In short, you would use this program if :
- You wanted to make it infeasible for your colleagues at work to guess
your password and so go snooping into your documents and possibly stealing
or destroying your work.
- You were a network administrator and wanted to stop your users from
using the name of their favorite pet or their spouse or children as a
password as well as to implementing and incentivating a better approach to
security among your users.
- Your networking software does not provide a password generating facility,
as is the case with almost all software on the market.

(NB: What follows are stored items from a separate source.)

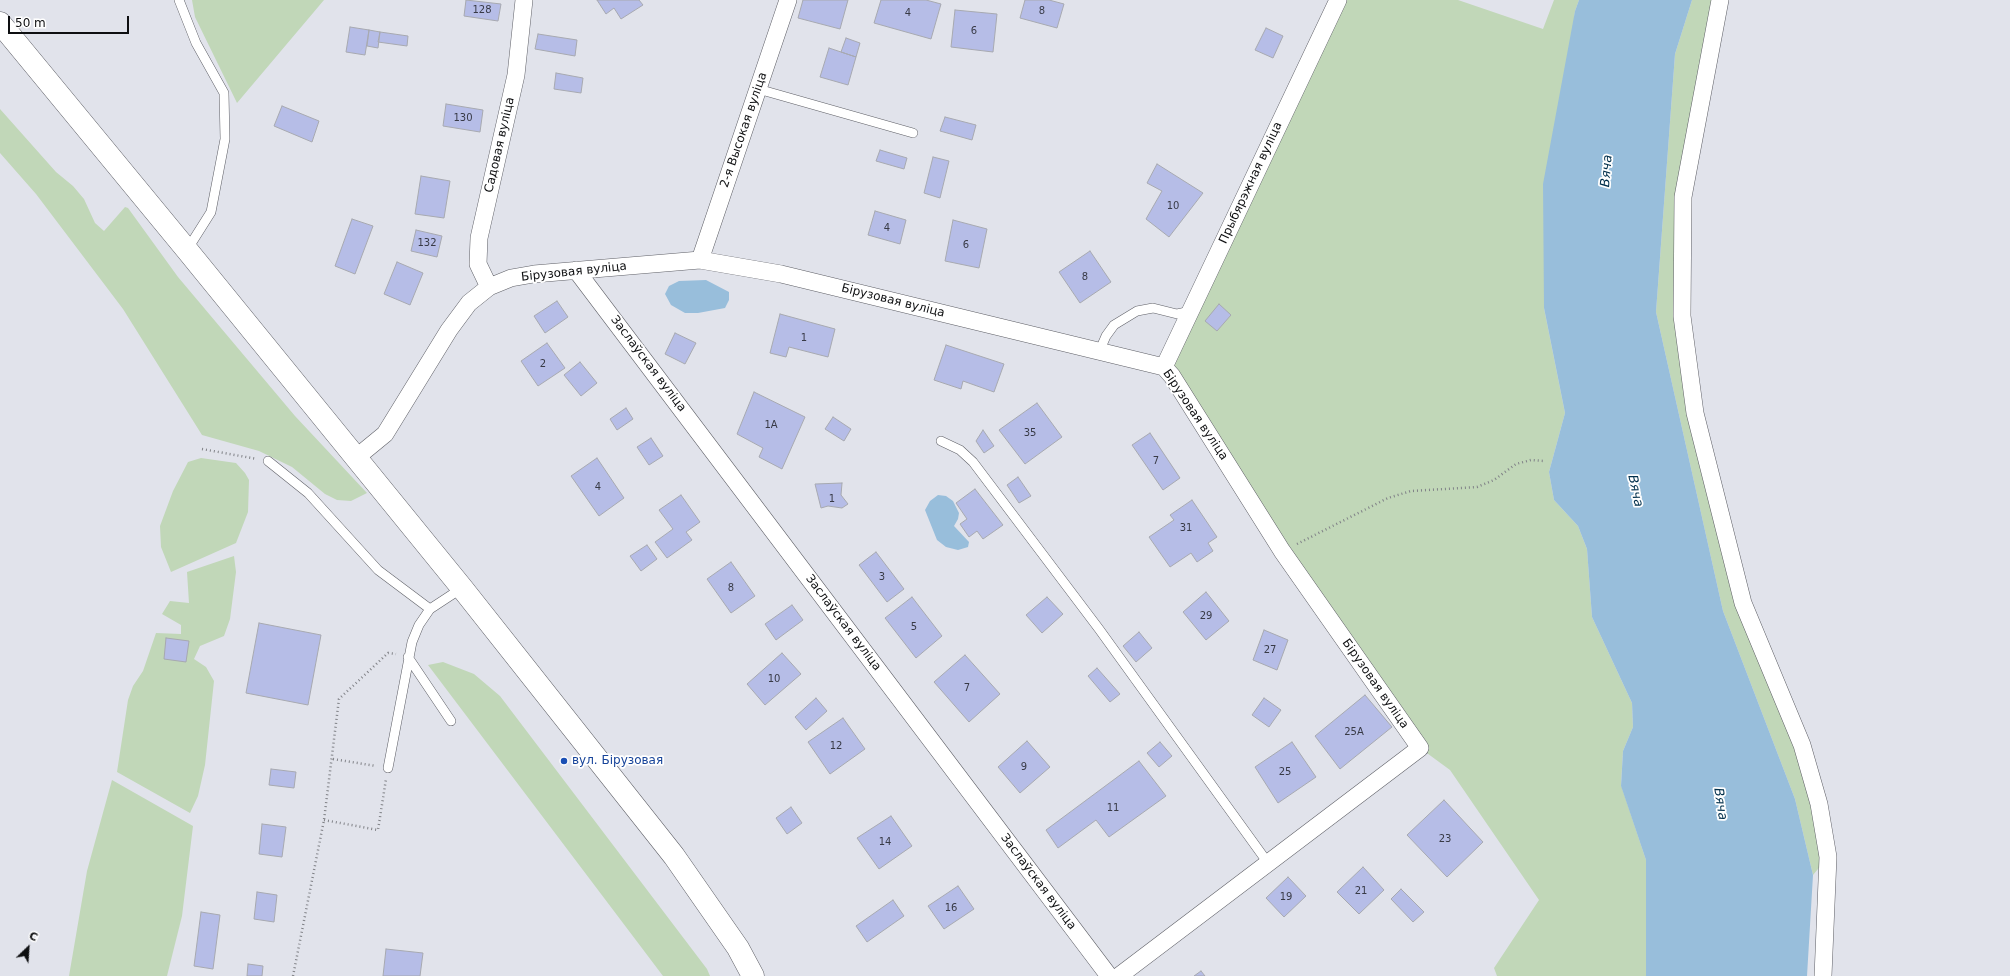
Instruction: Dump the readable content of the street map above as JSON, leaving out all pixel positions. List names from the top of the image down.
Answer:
{
  "streets": {
    "street": [
      "2-я Высокая вуліца",
      "Садовая вуліца",
      "Прыбярэжная вуліца",
      "Бірузовая вуліца",
      "Заслаўская вуліца"
    ]
  },
  "crossings": [
    ["2-я Высокая вуліца", "Бірузовая вуліца"],
    ["Садовая вуліца", "Бірузовая вуліца"],
    ["Прыбярэжная вуліца", "Бірузовая вуліца"],
    ["Бірузовая вуліца", "Заслаўская вуліца"]
  ],
  "water": ["Вяча"],
  "places": ["вул. Бірузовая"],
  "house_numbers": [
    "128",
    "8",
    "4",
    "6",
    "130",
    "10",
    "4",
    "132",
    "6",
    "8",
    "1",
    "2",
    "1А",
    "35",
    "7",
    "4",
    "1",
    "31",
    "3",
    "8",
    "29",
    "5",
    "27",
    "10",
    "7",
    "25А",
    "12",
    "9",
    "25",
    "11",
    "23",
    "14",
    "21",
    "19",
    "16"
  ],
  "scale_bar": "50 m",
  "north": "top right"
}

When you would NOT rely on this software, or what it does not protect
you against :
- If your were working in a military-grade security environment, since you have
no guarantee at all as to wether I or somebody else might have introduced
some 'nasty' functionality in the software. In this case you are advised to
procure your own utilities thru secure channels, or write them yourself.
- Stupidity, sloppiness, bad cryptography, [your entry here please].
Miscellaneous stuff
- How can I contact you (the author) ?
At the time beeing, you can only contact me only over the Internet,
at the address
Ramin.Darakhschani-Mayer@giga.or.at
This mailbox will be checked irregularly (once - twice a month), but all
suggestions, flames, bug reports are welcome, and you will get a response
ASAP to anything you write. Do not use any other address you might see in
this message to reply as there is no guarantee that your reply will be read
if you do so.
- How do I register ?
At this time and until further notice you are not required to register.

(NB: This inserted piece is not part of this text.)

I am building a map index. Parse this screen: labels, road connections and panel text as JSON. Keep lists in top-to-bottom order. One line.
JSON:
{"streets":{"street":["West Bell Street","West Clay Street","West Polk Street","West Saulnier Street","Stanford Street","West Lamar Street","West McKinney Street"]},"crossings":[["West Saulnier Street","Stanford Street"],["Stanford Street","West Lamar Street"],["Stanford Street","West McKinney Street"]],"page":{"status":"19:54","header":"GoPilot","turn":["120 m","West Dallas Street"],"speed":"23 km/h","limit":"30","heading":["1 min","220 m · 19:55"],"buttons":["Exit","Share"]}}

When I decide that this software has evolved enough as to justify asking
you for cash, I will do so. You are always welcome to tell me that you find
this program useful and tell me that you are using it. If you do so and
include your e-mail address, I will notify you directly when a new version
is released.
- What are the distribution sites of this software, where do I get new
releases ?
New releases will be announced on the Usenet to following groups:
alt.2600.moderated
comp.os.os2.announce
alt.org.team-os2
The software will be distributed to following sites on the Internet:
ftp-os2.cdrom.com
eris.giga.or.at
ftp.leo.org
The archive file containing this software will be PWDGENmnn.ZIP, where mnn
will be :
* m for the major version number
* nn for the minor version number
A major version number of 0 (zero) means that the software is an alpha or beta
release, and is to be considered error-prone and for test purposes only. Minor
release number diferring from 0 (zero) are bugfixes or pre-releases.

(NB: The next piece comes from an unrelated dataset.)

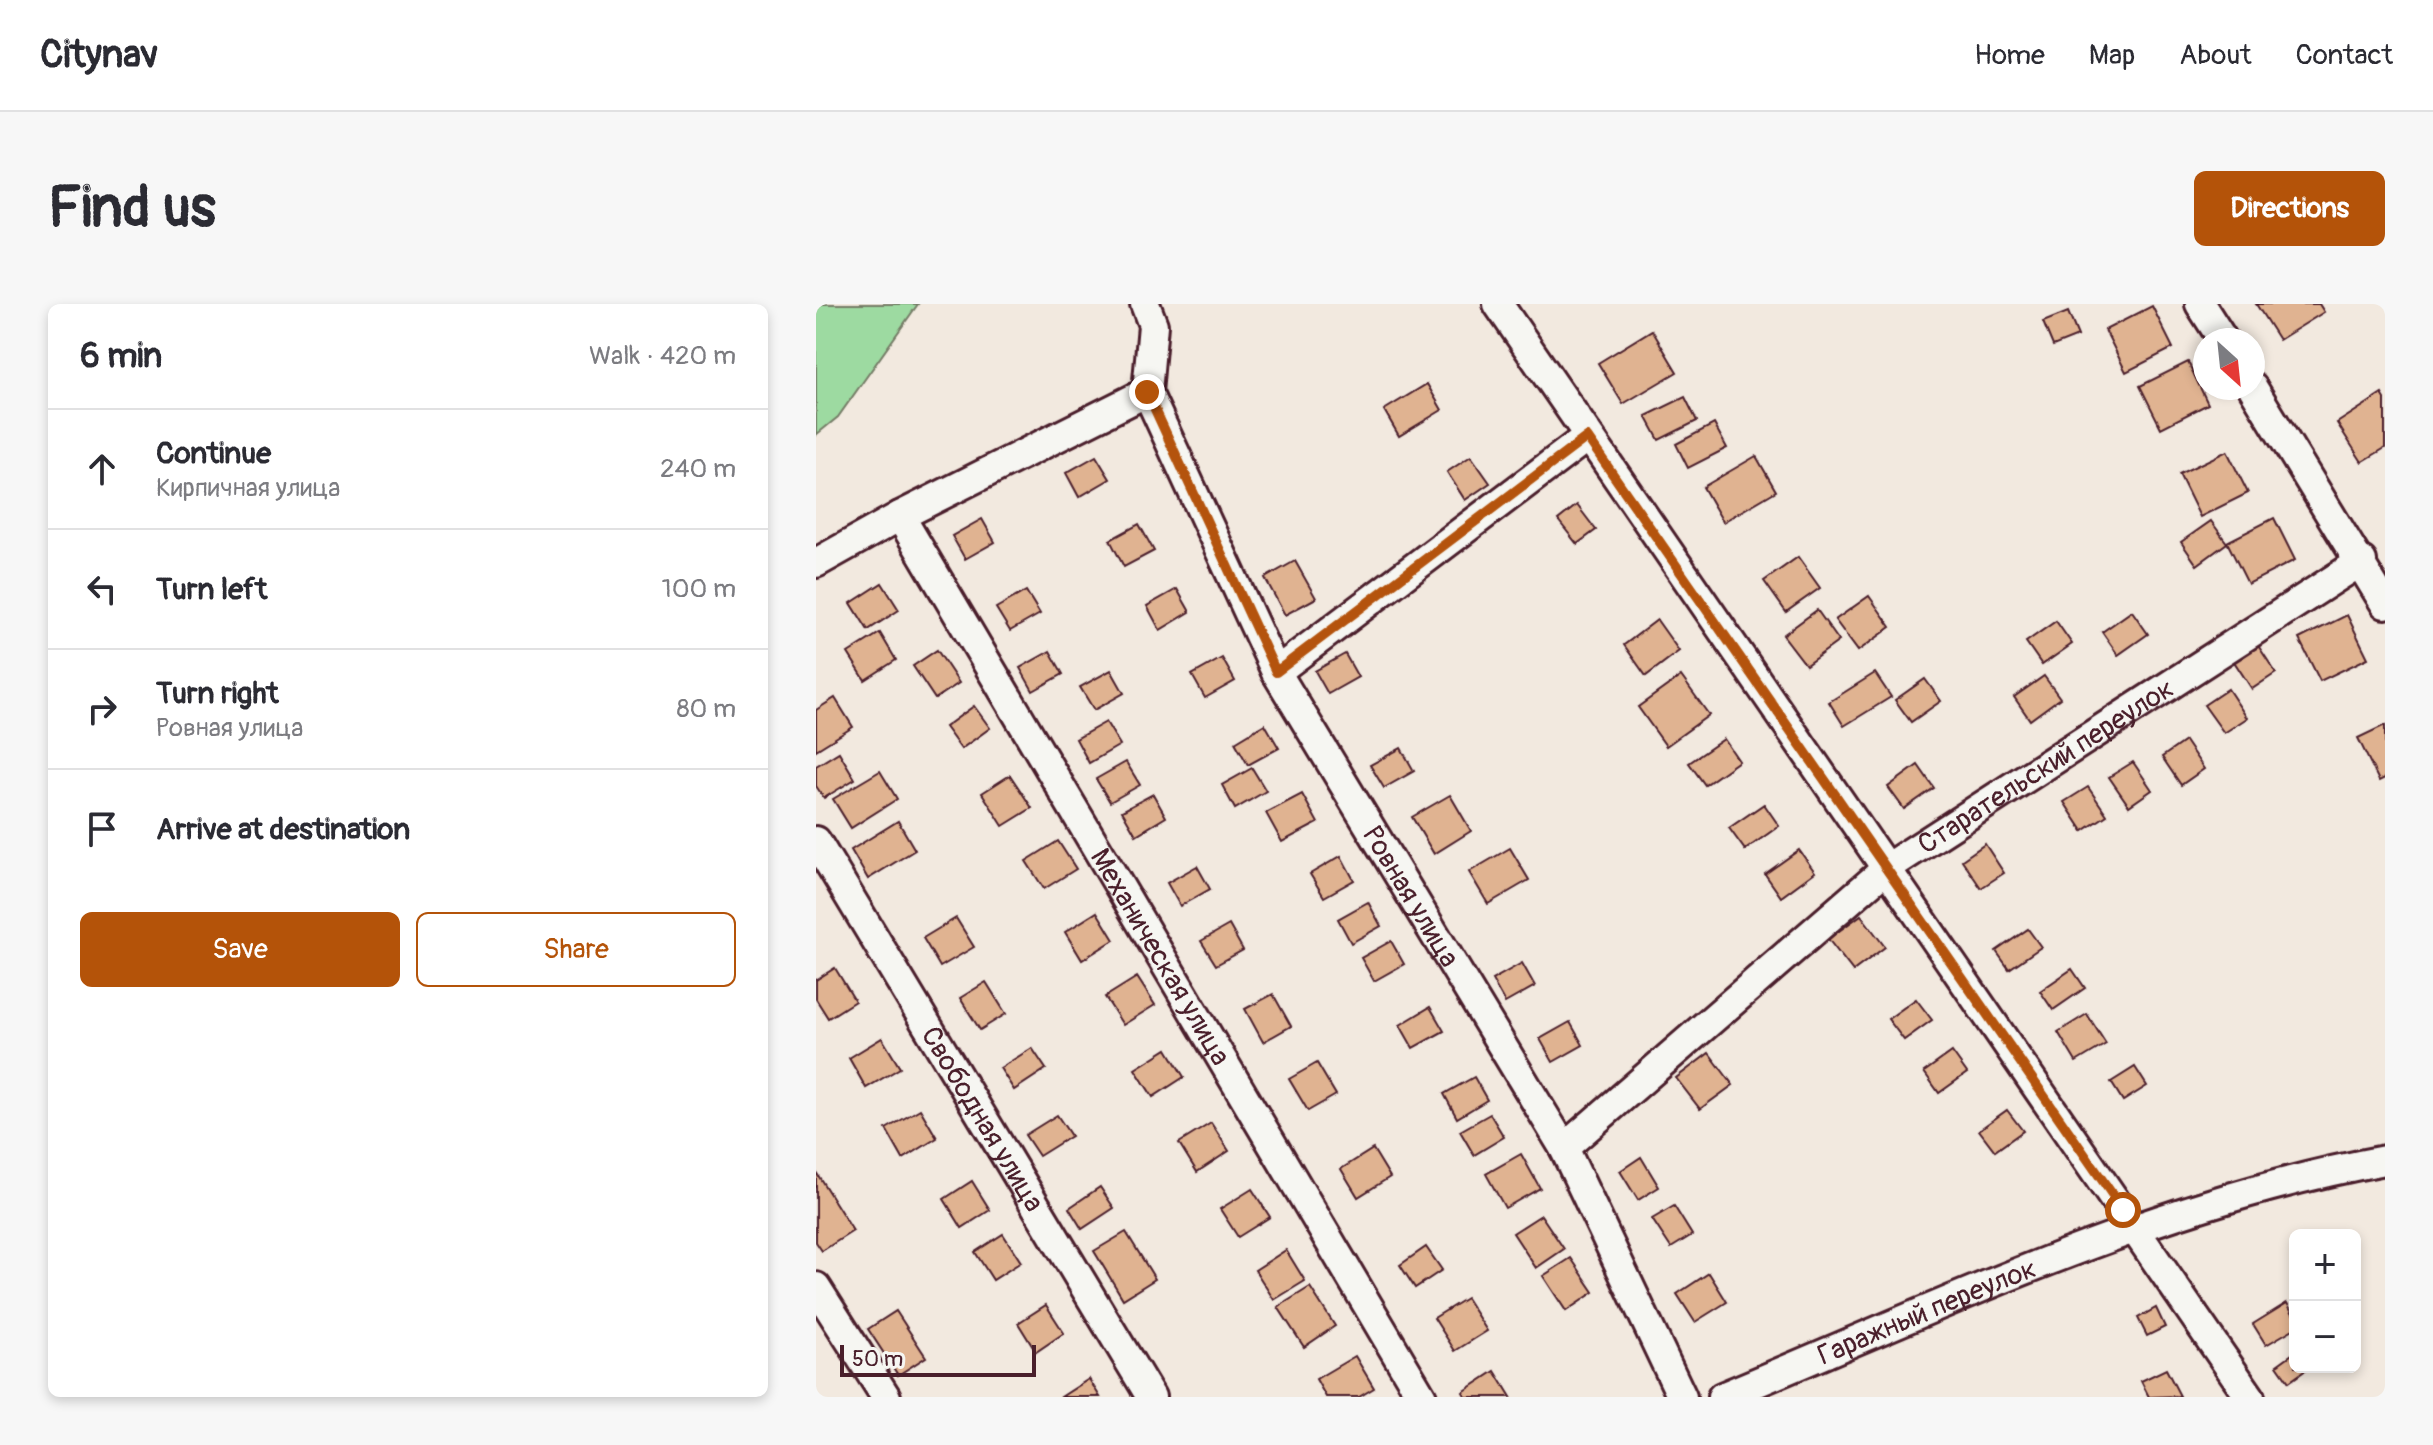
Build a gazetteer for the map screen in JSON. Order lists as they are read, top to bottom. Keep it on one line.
{"streets":{"street":["Старательский переулок","Ровная улица","Механическая улица","Свободная улица","Гаражный переулок"]},"crossings":[["Старательский переулок","Ровная улица"]],"scale_bar":"50 m","north":"bottom right","page":{"header":"Citynav","nav":["Home","Map","About","Contact"],"buttons":["Directions",["Save","Share"]],"title":"Find us","heading":["6 min","Walk · 420 m"],"list":[["Continue","Кирпичная улица","240 m"],["Turn left","100 m"],["Turn right","Ровная улица","80 m"],"Arrive at destination"],"map_buttons":["+","−"],"scale":"50 m"}}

The archive of the current release is calles PWDGEN001.ZIP
The archive will contain 4 files :
- PWDGEN.EXE The executable
- PWDGEN.TXT The documentation, this file
- PWDGEN.NEW Documents the changes in the subsequent releases.
- PWDGEN.MD5 The MD5 signatures for PWDGEN.EXE, PWDGEN.TXT and PWDGEN.NEW,
which are provided so you can test there has been no tampering
done to the files.
I will as well distribute it to some places over the FidoNet, but the main
distribution medium will be the Internet.